Directions:
Every line containing the word "tools" must be pulled from the records.

Saved entries:
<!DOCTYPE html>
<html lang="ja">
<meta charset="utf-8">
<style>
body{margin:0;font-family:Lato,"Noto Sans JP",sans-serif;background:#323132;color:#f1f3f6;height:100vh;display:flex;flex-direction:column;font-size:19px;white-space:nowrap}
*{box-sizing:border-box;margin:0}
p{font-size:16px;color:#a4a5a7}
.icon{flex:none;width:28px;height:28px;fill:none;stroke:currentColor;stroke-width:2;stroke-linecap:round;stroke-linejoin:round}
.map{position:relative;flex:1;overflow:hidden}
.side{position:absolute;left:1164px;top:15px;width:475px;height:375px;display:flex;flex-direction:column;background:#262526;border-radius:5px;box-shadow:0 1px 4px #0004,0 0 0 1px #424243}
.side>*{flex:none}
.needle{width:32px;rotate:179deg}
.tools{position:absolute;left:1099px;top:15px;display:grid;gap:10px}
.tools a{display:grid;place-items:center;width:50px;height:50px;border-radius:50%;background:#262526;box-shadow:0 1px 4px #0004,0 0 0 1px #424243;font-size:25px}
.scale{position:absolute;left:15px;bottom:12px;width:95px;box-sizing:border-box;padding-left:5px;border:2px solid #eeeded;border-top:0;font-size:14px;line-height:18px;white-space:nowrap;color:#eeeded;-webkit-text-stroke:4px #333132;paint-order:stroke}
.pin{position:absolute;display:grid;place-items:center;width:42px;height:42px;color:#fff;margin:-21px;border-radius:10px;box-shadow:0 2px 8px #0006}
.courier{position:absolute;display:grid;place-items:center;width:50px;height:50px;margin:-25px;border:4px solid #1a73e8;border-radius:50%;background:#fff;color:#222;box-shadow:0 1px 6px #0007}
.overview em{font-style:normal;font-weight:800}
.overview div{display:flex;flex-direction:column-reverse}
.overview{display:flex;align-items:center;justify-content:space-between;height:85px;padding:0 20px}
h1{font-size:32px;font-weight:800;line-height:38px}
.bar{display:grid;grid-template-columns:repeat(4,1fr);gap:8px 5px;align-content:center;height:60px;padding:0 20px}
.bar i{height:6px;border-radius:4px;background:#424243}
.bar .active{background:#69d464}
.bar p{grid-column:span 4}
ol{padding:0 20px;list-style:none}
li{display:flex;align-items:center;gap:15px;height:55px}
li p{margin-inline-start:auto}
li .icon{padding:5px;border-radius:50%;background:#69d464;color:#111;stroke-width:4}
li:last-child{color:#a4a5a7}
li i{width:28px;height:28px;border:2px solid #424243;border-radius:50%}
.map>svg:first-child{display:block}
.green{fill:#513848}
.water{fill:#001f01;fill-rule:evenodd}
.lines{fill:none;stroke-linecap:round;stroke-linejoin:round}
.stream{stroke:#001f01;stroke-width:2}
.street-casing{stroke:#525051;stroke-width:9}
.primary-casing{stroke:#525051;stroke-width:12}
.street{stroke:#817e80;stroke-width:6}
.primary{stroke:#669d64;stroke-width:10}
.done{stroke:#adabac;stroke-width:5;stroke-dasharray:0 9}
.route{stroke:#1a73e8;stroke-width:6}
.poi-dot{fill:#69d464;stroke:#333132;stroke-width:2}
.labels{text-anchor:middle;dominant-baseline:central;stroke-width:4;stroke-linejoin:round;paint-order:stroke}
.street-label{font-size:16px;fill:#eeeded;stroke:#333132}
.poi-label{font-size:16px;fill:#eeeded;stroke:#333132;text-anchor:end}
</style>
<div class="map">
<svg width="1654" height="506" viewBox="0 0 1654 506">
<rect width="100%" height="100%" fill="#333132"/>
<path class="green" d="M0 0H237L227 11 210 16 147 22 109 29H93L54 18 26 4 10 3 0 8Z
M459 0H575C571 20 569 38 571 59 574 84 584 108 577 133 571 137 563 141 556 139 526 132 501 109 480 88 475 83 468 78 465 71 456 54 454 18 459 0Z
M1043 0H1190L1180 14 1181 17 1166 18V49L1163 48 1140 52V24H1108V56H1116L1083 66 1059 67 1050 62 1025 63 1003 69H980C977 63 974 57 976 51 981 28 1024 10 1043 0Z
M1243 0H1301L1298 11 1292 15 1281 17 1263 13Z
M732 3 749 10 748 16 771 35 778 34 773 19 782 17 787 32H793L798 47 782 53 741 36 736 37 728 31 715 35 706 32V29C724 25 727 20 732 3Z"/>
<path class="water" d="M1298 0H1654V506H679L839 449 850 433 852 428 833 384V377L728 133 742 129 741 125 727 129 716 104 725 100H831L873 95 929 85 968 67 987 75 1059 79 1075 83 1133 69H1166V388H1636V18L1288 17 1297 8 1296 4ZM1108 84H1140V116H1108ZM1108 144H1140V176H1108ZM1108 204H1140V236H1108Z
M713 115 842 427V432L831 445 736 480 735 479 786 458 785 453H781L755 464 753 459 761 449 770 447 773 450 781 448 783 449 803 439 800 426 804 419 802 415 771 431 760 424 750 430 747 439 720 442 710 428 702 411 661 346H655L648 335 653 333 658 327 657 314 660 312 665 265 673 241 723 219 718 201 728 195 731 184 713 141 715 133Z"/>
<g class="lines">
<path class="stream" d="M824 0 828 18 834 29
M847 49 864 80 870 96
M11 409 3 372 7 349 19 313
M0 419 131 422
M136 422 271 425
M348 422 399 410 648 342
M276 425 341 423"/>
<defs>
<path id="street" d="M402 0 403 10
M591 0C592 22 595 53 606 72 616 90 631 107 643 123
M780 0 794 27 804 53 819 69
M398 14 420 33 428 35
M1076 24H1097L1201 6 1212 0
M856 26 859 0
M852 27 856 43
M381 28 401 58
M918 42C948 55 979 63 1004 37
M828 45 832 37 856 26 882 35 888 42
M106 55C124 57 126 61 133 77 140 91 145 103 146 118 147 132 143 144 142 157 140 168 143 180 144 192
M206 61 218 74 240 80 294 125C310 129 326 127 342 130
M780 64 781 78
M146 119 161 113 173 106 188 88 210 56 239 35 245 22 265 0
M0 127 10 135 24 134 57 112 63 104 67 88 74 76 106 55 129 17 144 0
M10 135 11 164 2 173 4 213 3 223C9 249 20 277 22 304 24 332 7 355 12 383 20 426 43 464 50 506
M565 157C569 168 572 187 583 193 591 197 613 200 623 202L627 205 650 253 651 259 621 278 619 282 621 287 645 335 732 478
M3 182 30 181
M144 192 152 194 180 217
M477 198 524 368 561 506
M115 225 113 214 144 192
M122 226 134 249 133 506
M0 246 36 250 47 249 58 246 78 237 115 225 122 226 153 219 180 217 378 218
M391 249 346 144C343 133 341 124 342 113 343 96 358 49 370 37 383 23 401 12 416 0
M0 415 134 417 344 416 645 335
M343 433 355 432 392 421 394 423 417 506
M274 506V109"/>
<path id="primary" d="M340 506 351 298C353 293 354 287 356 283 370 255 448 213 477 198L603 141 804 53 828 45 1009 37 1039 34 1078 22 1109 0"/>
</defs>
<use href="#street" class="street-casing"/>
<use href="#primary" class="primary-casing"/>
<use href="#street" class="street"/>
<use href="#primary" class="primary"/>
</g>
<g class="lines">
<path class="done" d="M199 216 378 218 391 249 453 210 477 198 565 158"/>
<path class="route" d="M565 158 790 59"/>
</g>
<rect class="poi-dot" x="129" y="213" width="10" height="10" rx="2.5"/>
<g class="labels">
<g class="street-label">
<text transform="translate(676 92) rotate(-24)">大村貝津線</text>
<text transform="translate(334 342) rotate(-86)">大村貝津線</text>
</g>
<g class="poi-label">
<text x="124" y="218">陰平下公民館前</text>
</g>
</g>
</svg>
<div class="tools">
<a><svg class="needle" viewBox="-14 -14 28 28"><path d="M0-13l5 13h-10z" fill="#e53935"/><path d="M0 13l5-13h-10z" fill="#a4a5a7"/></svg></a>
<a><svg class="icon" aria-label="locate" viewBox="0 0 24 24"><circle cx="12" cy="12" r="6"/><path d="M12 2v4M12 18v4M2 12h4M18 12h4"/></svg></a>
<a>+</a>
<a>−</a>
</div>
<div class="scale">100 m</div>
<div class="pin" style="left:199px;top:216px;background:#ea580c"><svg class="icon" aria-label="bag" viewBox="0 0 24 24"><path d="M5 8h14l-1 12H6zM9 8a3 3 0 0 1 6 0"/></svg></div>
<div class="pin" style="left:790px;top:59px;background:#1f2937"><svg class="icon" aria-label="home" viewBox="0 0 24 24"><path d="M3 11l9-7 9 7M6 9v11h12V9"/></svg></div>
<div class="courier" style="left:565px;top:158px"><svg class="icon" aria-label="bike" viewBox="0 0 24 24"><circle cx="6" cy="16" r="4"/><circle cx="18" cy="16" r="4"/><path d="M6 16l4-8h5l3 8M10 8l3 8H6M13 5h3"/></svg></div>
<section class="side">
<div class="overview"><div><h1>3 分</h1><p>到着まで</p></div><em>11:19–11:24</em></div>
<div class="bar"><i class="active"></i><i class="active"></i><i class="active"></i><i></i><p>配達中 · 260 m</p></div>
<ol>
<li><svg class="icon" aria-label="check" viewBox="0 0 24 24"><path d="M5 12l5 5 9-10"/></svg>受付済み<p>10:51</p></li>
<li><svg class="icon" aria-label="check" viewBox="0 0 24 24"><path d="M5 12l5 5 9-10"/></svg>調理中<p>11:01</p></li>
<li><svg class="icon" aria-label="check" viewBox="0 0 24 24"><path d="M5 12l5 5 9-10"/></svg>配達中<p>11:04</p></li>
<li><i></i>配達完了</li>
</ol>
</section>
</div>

Result of this task:
.tools{position:absolute;left:1099px;top:15px;display:grid;gap:10px}
.tools a{display:grid;place-items:center;width:50px;height:50px;border-radius:50%;background:#262526;box-shadow:0 1px 4px #0004,0 0 0 1px #424243;font-size:25px}
<div class="tools">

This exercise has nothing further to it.